For many of us in the U.S., winter is approaching. After running a cooling system all summer, you’re eager to see the energy bill lower. Begin by understanding your current heating system, the mechanism, and its efficiency.
Jeff Clayton, an operations and resource manager for gas delivery at Public Service Electric & Gas Co. (PSE&G) in Newark, New Jersey, says older systems run long, attributing to higher costs. In addition, electric systems are more expensive than gas and oil. He also notes that having a fireplace can lower costs by using it during the day, then switching to the furnace at night.
By practicing these energy-efficient measures, you can turn on the heat without burning a hole in your wallet:
Seal up. Cover holes and cracks around windows, doors, light fixtures, outlets, and walls.
Insulate. Proper insulation of the attic, basement, crawl spaces, ceilings, and water heater will create a more uniform temperature.
Close vents.

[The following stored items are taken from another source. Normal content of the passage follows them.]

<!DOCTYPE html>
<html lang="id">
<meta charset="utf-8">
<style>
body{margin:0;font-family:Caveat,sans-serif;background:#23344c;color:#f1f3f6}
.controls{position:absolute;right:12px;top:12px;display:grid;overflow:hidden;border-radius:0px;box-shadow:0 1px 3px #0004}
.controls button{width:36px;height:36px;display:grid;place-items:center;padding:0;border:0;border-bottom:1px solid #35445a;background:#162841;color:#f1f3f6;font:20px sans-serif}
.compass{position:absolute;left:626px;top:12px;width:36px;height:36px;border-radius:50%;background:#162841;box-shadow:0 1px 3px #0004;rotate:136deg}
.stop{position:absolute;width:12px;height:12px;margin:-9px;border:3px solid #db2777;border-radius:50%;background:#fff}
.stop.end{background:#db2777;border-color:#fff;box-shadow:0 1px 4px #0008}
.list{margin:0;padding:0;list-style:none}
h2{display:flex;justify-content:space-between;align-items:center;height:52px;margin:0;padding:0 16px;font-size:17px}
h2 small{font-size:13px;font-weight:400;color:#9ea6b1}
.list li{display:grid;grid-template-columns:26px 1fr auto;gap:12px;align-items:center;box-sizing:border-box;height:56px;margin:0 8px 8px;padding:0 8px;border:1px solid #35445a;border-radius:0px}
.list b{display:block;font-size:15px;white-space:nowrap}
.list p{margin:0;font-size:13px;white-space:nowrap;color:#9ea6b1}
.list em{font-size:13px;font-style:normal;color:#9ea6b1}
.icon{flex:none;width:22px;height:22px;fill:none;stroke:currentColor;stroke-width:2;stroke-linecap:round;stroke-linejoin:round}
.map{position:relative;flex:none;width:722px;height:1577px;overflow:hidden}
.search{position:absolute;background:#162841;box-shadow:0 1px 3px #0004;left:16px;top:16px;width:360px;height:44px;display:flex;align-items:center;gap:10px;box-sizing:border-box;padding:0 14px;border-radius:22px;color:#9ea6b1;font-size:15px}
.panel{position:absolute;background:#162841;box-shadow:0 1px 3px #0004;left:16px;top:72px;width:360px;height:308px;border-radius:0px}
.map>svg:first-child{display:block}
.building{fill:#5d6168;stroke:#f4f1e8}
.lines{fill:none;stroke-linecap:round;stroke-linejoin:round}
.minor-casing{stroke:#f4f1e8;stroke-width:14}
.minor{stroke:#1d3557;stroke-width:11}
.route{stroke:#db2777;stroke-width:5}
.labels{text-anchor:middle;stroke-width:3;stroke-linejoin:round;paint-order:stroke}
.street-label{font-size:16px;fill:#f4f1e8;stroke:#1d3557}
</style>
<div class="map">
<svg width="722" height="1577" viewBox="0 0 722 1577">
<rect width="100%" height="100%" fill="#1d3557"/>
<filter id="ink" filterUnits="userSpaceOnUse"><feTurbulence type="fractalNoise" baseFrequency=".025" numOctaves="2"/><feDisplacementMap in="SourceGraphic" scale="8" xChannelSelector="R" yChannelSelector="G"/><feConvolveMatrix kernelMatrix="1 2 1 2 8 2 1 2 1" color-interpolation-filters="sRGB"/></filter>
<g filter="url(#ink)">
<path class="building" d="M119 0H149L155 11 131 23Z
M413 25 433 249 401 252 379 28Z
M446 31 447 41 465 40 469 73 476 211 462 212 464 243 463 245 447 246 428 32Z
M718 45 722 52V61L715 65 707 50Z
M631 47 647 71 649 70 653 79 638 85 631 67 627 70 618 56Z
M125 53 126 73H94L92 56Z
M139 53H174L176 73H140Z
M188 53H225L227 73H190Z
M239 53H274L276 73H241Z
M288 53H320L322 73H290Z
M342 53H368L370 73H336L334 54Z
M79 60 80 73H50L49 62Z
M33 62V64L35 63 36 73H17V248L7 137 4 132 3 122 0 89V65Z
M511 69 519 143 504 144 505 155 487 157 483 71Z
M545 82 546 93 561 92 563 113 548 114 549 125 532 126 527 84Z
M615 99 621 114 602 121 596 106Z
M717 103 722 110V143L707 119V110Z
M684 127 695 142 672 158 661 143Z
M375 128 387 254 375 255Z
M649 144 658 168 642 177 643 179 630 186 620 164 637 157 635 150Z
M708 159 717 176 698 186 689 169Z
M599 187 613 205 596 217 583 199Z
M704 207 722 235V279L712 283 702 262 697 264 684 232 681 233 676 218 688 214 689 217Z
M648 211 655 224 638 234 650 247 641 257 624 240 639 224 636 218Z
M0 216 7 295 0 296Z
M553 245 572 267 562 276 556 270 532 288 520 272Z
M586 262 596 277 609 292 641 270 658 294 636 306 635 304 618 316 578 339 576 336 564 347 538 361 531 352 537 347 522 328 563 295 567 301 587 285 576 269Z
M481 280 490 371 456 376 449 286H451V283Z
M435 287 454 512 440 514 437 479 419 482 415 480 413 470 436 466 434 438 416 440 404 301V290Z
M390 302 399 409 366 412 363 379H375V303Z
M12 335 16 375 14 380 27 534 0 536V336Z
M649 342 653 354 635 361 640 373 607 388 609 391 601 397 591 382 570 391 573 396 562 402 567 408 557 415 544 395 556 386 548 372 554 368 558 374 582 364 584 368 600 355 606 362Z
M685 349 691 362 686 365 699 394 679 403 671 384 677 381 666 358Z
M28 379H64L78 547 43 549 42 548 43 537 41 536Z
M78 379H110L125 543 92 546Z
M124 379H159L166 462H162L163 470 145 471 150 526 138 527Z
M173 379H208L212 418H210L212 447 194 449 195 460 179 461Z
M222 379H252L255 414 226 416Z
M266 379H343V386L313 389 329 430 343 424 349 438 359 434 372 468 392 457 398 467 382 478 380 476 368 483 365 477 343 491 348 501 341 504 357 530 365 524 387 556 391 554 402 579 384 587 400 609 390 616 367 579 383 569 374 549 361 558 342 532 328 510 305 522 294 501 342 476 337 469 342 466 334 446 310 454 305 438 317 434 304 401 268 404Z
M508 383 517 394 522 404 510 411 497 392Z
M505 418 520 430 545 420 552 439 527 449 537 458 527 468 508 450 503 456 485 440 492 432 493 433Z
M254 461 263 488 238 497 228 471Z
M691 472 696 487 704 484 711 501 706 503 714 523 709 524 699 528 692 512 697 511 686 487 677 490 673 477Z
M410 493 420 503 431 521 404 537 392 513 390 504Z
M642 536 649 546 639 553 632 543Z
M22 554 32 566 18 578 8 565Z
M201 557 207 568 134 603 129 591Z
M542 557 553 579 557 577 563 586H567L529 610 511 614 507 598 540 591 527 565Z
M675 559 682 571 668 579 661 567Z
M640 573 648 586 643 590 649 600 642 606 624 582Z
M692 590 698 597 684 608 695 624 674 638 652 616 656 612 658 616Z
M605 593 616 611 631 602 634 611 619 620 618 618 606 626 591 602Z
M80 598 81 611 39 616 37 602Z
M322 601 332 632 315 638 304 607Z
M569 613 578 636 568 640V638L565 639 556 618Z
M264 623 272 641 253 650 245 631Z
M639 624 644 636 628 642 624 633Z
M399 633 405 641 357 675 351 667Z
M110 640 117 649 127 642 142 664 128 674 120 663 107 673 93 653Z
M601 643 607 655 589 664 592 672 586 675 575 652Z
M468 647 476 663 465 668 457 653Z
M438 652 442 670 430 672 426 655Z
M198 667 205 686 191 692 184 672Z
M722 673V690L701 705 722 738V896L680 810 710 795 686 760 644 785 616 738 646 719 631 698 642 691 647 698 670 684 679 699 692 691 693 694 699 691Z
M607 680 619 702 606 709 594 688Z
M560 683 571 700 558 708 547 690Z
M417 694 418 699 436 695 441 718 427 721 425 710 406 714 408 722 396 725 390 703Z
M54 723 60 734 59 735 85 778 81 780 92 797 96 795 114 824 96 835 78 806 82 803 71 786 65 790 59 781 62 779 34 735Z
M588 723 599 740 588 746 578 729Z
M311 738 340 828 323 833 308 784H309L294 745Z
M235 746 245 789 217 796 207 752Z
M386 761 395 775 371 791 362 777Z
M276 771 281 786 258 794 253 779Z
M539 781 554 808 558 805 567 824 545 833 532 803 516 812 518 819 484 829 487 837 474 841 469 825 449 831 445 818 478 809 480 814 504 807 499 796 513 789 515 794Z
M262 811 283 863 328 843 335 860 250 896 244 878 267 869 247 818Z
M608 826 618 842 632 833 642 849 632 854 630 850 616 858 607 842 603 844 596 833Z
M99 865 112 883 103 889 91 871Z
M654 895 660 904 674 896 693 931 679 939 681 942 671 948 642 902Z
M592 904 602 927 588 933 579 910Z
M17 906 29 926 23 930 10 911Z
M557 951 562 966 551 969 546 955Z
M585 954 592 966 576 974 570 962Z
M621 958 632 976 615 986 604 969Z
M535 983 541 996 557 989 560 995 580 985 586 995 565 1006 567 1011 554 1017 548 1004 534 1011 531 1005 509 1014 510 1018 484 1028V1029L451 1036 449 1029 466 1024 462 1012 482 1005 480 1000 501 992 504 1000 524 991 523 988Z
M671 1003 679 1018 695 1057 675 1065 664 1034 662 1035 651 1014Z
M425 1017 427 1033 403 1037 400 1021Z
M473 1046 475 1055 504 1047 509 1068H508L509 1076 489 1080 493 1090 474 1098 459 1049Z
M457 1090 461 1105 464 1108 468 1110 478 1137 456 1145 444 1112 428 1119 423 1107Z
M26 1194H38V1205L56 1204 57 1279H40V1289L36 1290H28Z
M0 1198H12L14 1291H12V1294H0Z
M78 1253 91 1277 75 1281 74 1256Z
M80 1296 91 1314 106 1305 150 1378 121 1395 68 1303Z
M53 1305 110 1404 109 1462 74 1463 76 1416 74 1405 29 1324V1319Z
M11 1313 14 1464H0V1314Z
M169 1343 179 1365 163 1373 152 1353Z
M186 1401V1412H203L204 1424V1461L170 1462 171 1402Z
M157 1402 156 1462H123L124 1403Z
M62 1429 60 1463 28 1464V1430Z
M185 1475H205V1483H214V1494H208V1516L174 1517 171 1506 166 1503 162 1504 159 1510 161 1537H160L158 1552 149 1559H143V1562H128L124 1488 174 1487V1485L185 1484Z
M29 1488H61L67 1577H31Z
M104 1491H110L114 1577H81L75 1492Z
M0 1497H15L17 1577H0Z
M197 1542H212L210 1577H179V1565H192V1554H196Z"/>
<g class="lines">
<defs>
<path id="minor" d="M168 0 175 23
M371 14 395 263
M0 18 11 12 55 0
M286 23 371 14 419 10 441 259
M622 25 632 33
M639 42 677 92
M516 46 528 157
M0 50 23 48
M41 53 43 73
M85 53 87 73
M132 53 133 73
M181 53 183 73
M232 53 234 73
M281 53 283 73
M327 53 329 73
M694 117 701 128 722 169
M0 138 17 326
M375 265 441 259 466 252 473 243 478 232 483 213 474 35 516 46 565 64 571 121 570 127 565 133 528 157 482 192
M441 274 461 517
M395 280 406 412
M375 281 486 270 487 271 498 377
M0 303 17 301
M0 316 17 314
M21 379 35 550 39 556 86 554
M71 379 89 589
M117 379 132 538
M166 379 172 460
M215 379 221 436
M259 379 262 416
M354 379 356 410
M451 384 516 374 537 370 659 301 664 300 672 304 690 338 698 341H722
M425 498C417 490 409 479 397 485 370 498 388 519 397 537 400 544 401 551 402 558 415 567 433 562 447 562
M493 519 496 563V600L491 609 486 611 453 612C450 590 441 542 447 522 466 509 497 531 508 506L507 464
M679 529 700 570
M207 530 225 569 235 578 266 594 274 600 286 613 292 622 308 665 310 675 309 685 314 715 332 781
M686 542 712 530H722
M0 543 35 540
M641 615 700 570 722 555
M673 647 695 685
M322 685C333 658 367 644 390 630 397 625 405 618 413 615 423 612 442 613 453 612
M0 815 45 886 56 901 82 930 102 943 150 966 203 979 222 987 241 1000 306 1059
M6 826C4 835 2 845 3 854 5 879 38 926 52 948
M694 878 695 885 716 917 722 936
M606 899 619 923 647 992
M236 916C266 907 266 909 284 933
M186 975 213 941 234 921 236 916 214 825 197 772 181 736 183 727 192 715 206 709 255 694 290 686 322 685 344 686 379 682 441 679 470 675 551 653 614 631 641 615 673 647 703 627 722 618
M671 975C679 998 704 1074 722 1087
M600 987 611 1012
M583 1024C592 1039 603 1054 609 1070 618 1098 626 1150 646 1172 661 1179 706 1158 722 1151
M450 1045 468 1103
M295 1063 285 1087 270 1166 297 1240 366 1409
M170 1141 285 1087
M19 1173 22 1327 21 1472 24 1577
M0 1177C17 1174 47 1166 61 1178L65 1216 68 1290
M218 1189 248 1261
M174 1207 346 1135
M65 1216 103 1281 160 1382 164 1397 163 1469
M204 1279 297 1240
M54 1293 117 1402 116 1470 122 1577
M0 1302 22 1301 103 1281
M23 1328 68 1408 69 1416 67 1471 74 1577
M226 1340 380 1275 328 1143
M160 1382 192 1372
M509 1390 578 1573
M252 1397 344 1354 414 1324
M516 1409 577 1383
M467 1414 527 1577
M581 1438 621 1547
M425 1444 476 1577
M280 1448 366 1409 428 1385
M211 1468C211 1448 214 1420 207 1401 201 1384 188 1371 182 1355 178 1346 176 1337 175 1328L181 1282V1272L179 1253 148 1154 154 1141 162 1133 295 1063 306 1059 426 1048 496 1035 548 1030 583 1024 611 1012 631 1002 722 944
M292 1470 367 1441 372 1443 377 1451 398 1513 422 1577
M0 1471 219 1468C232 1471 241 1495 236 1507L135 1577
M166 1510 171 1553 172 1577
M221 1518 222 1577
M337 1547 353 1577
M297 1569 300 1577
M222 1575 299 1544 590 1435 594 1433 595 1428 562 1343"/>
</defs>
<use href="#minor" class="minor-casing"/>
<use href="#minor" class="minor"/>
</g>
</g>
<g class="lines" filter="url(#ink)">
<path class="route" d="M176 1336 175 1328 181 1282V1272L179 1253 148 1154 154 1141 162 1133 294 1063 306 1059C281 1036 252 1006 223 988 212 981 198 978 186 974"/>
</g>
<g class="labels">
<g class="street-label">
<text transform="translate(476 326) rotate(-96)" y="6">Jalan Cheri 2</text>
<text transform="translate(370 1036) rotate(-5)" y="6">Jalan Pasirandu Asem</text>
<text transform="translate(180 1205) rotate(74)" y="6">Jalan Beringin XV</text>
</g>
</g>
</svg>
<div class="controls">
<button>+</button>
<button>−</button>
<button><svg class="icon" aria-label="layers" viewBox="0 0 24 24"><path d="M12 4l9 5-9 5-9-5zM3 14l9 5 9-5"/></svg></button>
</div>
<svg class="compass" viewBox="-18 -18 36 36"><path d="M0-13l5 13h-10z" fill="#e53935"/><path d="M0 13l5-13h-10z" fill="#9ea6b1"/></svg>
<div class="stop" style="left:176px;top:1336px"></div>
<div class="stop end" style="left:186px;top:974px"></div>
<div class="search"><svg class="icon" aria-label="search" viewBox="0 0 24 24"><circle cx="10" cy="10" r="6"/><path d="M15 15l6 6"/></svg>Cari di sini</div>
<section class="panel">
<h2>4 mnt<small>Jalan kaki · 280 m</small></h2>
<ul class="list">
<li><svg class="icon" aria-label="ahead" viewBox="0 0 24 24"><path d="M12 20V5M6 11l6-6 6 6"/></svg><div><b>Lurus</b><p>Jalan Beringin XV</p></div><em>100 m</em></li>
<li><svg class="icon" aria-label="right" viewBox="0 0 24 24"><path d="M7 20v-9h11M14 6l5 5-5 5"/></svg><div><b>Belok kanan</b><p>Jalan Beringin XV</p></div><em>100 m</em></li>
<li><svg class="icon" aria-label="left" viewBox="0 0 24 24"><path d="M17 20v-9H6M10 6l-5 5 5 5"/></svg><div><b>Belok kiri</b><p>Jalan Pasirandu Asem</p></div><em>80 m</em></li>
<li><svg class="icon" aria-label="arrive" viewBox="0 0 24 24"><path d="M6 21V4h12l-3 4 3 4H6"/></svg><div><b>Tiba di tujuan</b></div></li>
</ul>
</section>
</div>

Don’t waste heat in unused rooms. However, be certain the pipes in these rooms are insulated because they can freeze.
Change filter. Clean air systems mean warmer, more efficient air systems. Check your furnace’s filter before the temperature plunges to avoid a possible service visit.
Lower your thermostat. Lower it 5 degrees when no one is home, and at night when bed linens can keep you warm. Every degree lowered saves 3% on your heating bill.
Be sure to contact your energy provider for more tips.